Alors que la SAS Pass Culture expérimente pour la première fois le partage de ses données avec des collectivités françaises, la Martinique reste à la porte de cette initiative. Pourtant, les usages culturels des jeunes Martiniquais mériteraient une attention particulière : les chiffres, les pratiques et les attentes diffèrent sensiblement de celles de l’Hexagone.
Un dispositif sous surveillance
Créé pour rapprocher les jeunes de la culture, le Pass Culture permet à chaque bénéficiaire de 18 ans de disposer d’un crédit de 300 € à dépenser en livres, concerts, cinéma, jeux ou spectacles.
Depuis sa généralisation en 2021, plus de 9 500 jeunes martiniquais ont utilisé le dispositif, majoritairement pour le cinéma, la musique ou les mangas, selon les données du ministère de la Culture.
Mais un paradoxe persiste : si le pass a bien créé une dynamique d’accès, il reste mal arrimé aux acteurs culturels locaux, faute de coordination et de transparence sur les usages.
« Le dispositif favorise les grandes plateformes nationales. Les librairies ou structures locales restent invisibles », confie Caroline Malleville, libraire indépendante à Fort-de-France.
« Nous aimerions savoir comment les jeunes utilisent vraiment leur pass, ici, chez nous. »
Un partage de données attendu
En septembre 2025, la SAS gestionnaire du Pass Culture a annoncé une expérimentation de partage de données avec 16 collectivités hexagonales – de Strasbourg à Angoulême, en passant par Lyon et Vannes.
Objectif : permettre aux élus de mieux connaître les pratiques culturelles des 15-20 ans et d’adapter leurs politiques publiques.
Aucune collectivité ultramarine n’a été intégrée à cette première phase.
Un manque qui interroge, alors que la Collectivité Territoriale de Martinique (CTM) investit déjà dans la médiation culturelle et les équipements de lecture publique.
« Si nous avions accès à ces données, nous pourrions cibler nos actions – notamment dans les lycées du Nord et les zones rurales », estime un responsable de la culture.
Des critiques récurrentes
La Cour des Comptes avait déjà pointé, dans un rapport de 2024, le manque de transparence de la société Pass Culture.
Ses bases de données, jugées « inédites et précieuses », n’étaient que très partiellement partagées avec le ministère de la Culture, pourtant principal financeur.
L’institution recommandait la mise en place d’une plateforme publique permettant aux collectivités d’accéder gratuitement à des données anonymisées sur les usages culturels des jeunes.

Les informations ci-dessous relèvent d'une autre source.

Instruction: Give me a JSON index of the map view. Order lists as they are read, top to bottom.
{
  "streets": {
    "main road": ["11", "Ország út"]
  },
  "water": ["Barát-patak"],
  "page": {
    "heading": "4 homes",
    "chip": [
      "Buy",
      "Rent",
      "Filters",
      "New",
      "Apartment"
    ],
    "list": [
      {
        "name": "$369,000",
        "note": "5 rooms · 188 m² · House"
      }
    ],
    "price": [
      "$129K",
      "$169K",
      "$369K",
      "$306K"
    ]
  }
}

Cette ouverture, réclamée depuis plusieurs années, permettrait de bâtir une observation culturelle partagée – indispensable pour les Outre-mer, où les réalités sociales et territoriales diffèrent profondément de celles de l’hexagone.
La Martinique veut sa place
Avec 28 % de jeunes de moins de 25 ans, la Martinique dispose d’un potentiel culturel considérable. Mais pour le valoriser, encore faut-il disposer d’indicateurs précis : taux d’utilisation par commune, typologie des achats, part du numérique ou des lieux physiques.
L’inclusion du territoire dans la seconde phase de l’expérimentation, annoncée pour 2026, est donc devenue un enjeu stratégique.
Il faut une approche concertée : associer les médiathèques, les lycées, les associations culturelles et les acteurs économiques locaux afin de mieux comprendre les comportements culturels de la jeunesse martiniquaise.
Repères
- 9 500 jeunes martiniquais ont utilisé le pass en 2024
- 300 € de crédit individuel pour chaque bénéficiaire
- 58 % des dépenses : cinéma, musique, streaming, mangas
- Moins de 15 % : livres ou activités culturelles locales
- 0 collectivité ultramarine intégrée à l’expérimentation actuelle
Et maintenant ?
Un point d’étape aura lieu lors du Salon des maires et des collectivités locales en novembre 2025.
La Fédération nationale des collectivités territoriales pour la culture (FNCC) y présentera les premiers résultats du partage de données.
La CTM devrait y participer n tant qu’observatrice – avec l’ambition de faire reconnaître la Martinique comme territoire pilote ultramarin pour la culture connectée.